━━━━━ INFORMATION ━━━━━
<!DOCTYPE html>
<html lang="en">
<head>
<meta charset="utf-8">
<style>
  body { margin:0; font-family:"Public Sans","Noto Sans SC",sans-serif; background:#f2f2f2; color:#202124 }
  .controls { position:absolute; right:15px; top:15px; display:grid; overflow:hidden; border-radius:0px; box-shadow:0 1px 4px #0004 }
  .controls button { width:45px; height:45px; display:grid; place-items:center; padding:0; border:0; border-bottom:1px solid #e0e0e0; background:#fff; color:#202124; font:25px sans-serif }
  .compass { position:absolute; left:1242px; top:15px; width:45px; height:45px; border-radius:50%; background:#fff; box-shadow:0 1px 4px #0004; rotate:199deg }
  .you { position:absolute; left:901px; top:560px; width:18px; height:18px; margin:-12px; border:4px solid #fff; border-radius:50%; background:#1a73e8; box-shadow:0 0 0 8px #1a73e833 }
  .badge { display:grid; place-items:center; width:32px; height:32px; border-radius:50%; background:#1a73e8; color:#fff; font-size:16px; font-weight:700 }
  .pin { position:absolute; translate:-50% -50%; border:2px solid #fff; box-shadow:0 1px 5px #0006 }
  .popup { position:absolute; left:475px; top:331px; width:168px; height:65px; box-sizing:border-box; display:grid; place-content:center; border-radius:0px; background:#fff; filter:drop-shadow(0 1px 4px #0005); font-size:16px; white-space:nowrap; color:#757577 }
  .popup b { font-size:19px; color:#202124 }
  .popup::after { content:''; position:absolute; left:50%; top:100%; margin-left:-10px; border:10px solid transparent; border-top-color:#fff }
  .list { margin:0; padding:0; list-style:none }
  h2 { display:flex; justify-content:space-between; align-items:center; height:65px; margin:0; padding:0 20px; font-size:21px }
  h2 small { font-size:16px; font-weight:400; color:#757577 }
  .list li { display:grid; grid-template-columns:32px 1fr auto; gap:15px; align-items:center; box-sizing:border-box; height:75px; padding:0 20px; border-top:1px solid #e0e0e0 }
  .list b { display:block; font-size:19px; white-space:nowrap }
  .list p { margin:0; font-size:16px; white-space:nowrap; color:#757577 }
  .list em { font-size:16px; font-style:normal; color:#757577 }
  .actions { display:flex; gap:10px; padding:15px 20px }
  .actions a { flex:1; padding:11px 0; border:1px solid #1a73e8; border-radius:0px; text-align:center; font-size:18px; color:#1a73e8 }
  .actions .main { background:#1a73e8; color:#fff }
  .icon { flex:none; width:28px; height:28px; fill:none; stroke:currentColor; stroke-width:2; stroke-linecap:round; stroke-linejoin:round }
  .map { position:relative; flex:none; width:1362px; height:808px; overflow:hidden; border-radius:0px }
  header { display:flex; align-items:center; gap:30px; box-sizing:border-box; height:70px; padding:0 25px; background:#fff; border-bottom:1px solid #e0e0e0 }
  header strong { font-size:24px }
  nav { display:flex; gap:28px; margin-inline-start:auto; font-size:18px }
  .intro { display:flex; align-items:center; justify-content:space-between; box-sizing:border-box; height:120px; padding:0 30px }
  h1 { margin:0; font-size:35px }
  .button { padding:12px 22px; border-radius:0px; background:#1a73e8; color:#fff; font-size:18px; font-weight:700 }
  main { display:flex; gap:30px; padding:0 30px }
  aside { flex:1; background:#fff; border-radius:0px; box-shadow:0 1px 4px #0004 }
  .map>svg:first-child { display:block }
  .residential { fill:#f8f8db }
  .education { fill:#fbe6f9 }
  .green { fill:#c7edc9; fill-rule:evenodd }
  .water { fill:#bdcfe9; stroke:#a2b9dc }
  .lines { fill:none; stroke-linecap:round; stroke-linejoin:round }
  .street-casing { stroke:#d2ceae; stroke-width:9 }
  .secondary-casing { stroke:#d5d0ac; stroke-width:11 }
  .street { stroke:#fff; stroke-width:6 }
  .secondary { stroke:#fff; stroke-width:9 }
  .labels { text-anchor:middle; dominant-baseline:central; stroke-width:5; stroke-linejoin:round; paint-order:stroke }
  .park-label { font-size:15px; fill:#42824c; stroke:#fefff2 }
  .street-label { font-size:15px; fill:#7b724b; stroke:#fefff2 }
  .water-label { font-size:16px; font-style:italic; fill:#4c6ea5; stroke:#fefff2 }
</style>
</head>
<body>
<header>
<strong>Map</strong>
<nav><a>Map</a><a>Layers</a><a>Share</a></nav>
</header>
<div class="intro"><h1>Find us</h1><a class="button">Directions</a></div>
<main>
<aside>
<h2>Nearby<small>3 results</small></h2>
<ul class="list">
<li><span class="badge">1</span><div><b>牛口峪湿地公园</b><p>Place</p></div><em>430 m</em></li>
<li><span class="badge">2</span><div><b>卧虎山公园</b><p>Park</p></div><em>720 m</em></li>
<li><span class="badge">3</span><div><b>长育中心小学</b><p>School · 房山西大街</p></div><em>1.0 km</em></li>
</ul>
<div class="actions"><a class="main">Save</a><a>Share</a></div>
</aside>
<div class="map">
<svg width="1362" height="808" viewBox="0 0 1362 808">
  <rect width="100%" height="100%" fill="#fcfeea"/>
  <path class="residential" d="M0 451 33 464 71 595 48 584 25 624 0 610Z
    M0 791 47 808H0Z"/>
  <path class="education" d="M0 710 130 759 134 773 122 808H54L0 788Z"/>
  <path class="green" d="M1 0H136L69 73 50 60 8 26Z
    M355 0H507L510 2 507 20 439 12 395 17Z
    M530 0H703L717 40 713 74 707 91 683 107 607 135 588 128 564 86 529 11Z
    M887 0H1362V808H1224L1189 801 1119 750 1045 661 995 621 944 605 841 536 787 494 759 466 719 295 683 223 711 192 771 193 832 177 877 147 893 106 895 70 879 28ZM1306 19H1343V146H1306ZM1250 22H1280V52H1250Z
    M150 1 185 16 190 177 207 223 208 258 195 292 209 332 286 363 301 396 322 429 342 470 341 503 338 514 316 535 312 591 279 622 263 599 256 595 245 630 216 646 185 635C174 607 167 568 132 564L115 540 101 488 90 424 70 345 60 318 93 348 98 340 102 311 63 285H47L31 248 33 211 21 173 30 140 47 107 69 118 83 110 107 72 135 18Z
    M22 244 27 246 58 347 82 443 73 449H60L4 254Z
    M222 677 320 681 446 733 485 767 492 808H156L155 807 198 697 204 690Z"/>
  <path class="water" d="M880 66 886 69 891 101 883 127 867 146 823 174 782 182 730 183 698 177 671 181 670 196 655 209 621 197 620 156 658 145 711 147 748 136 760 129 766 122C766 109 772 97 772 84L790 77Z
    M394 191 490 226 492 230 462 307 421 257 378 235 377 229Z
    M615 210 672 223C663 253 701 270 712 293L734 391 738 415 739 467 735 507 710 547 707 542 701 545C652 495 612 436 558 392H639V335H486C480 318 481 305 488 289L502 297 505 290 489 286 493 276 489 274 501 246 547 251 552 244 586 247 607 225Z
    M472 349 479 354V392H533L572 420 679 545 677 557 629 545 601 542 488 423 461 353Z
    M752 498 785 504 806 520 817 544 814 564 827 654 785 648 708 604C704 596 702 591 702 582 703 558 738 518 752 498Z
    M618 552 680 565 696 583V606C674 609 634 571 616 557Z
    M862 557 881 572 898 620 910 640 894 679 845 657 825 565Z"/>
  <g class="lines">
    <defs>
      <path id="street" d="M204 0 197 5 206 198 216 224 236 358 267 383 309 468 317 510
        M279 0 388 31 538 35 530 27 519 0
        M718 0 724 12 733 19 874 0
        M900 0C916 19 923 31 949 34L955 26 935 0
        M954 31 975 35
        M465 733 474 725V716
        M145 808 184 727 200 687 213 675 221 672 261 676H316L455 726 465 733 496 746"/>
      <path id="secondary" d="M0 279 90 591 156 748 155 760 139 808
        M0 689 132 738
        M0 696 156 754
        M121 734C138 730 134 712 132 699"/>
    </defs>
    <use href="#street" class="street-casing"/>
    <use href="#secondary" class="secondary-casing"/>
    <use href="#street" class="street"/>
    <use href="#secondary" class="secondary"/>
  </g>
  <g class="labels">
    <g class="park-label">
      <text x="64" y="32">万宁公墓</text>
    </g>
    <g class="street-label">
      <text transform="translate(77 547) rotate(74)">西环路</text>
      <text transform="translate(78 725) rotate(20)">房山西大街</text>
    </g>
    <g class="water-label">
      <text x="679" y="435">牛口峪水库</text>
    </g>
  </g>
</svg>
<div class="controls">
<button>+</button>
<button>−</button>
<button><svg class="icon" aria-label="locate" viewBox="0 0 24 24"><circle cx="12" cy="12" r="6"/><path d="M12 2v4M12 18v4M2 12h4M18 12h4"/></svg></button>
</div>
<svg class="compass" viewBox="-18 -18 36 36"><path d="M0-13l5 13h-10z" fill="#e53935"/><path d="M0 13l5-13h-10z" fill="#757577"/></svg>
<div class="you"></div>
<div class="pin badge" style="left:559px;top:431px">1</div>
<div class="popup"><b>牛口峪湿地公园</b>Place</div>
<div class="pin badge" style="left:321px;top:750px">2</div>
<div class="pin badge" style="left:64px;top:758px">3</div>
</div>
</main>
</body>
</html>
━━━━━
EXERCISE PROMPT:
Note down each line above where the word "linecap" occurs.

TASK ANSWER:
  .icon { flex:none; width:28px; height:28px; fill:none; stroke:currentColor; stroke-width:2; stroke-linecap:round; stroke-linejoin:round }
  .lines { fill:none; stroke-linecap:round; stroke-linejoin:round }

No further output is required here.